In females, initiation of puberty appears to involve both the removal of inhibition of GnRH release and desensitization of E2 negative feedback (Keen et al., 1999; Mitsushima et al., 1994; Wilson et al., 1986). Prepubertal, socially housed females ovariectomized at 11 months of age did not show increased LH in response to ovariectomy until 24 months of age, indicating the removal of inhibition on GnRH secretion occurred around 24 months of age (Wilson et al., 1986). However, exposing females ovariectomized at 11 months of age to chronic E2 that produced 40–50 pg/ml blood E2 levels delayed post-ovariectomy increases in LH until approximately 30 months of age. This delayed increase in LH in the face of low-levels of E2 demonstrates decreased E2 sensitivity on negative feedback occurring approximately 5–6 months after activation of the HPG axis (Wilson et al., 1986). Thus, in gonad-intact females living in social groups, this desensitization to E2 negative feedback occurs approximately 5–6 months after the initial increase in GnRH release. It is this desensitization to E2 negative feedback that allows for increases in E2, which are required for E2 positive feedback to occur.

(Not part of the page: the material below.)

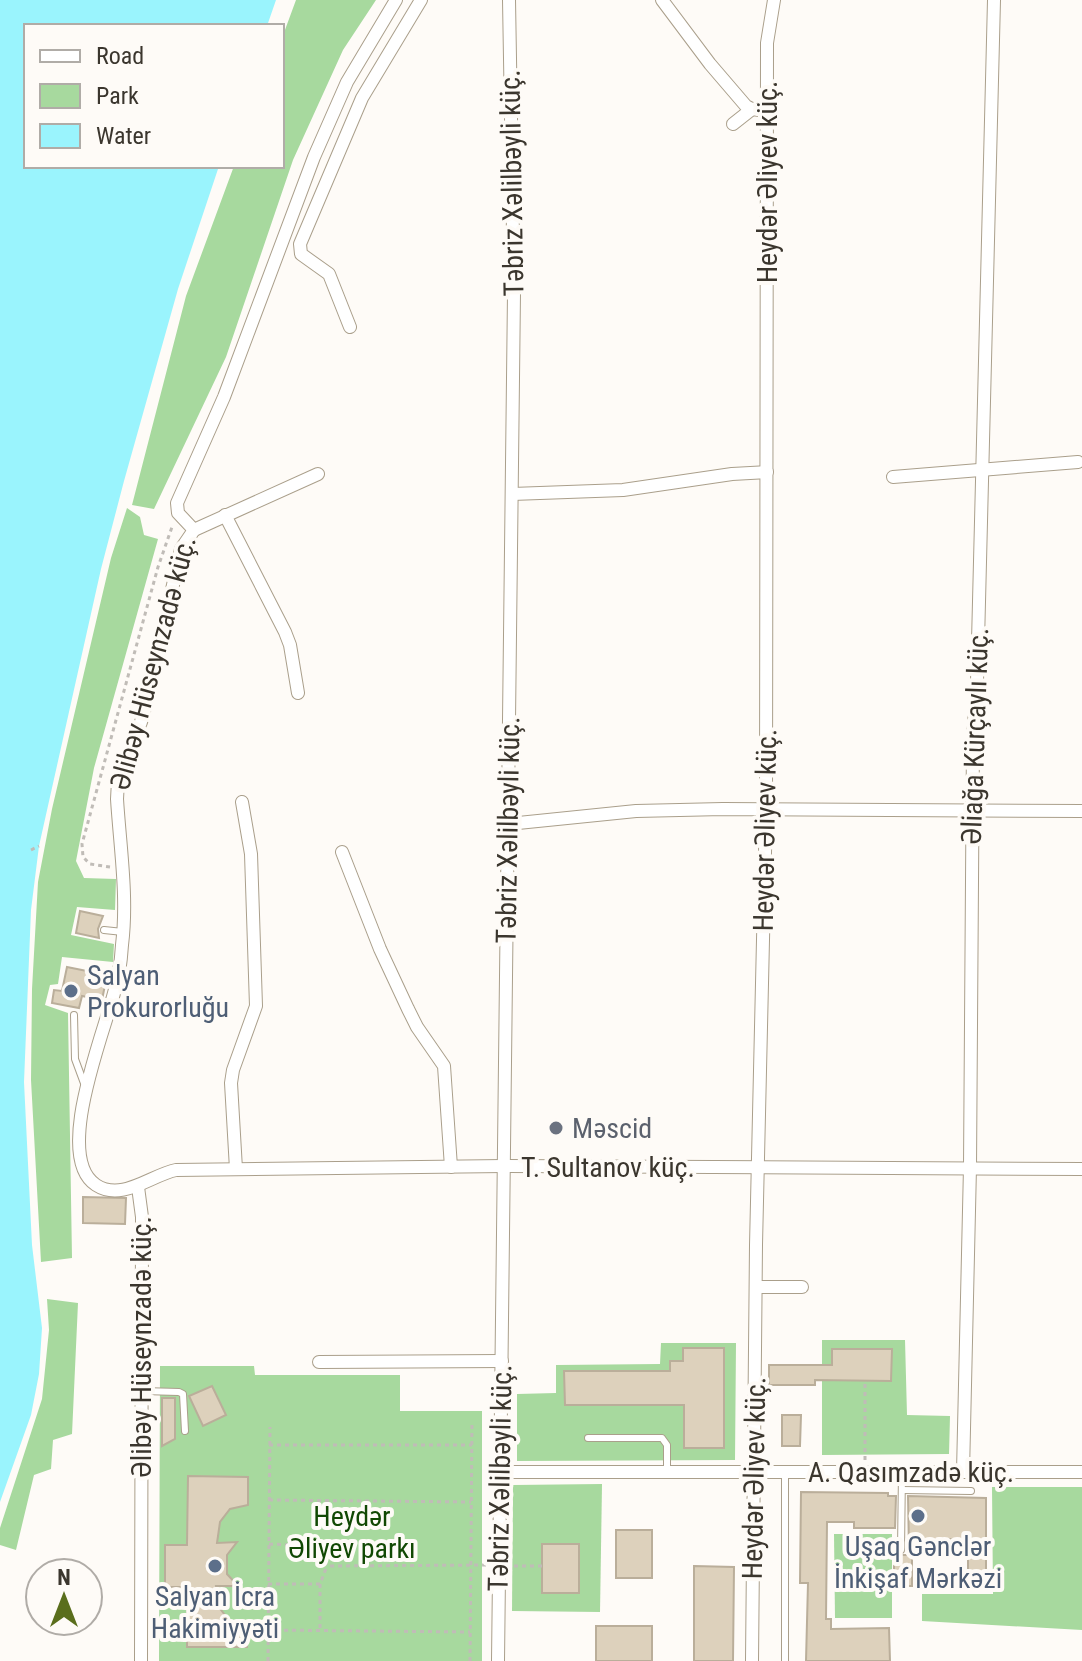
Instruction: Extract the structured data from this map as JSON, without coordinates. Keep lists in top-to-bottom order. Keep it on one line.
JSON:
{"streets":{"street":["Heydər Əliyev küç.","Təbriz Xəlilbəyli küç.","Əlibəy Hüseynzadə küç.","Əliağa Kürçaylı küç.","T. Sultanov küç.","A. Qasımzadə küç."]},"crossings":[["Heydər Əliyev küç.","T. Sultanov küç."],["Heydər Əliyev küç.","A. Qasımzadə küç."],["Təbriz Xəlilbəyli küç.","T. Sultanov küç."],["Təbriz Xəlilbəyli küç.","A. Qasımzadə küç."],["Əlibəy Hüseynzadə küç.","T. Sultanov küç."],["Əliağa Kürçaylı küç.","T. Sultanov küç."],["Əliağa Kürçaylı küç.","A. Qasımzadə küç."]],"parks":["Heydər Əliyev parkı"],"places":["Salyan Prokurorluğu","Məscid","Uşaq Gənclər İnkişaf Mərkəzi","Salyan İcra Hakimiyyəti"],"legend":["Road","Park","Water"],"north":"top"}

At the start of puberty onset, increased GnRH release results in increased levels of LH and FSH from the pituitary, ultimately resulting in increases in gonadal hormones (Grumbach & Styne, 2003; Knobil, 1974, 1980). In this review, initial increases in LH and estrogens, first appearance of sexual skin swelling (sex swelling), and menarche are all measures used to indicate puberty onset in females, whereas first ovulation, a sustained increase in luteal progesterone, is considered to be reproductive maturation. In male nonhuman primates discussed in this review, puberty onset is defined as initial increases in LH, T and other androgens, and testicular volumes. Data on environmental influences on puberty timing in males are limited to puberty onset and thus, it is not known at this time how environmental factors alter the timing of reproductive maturation in male nonhuman primates.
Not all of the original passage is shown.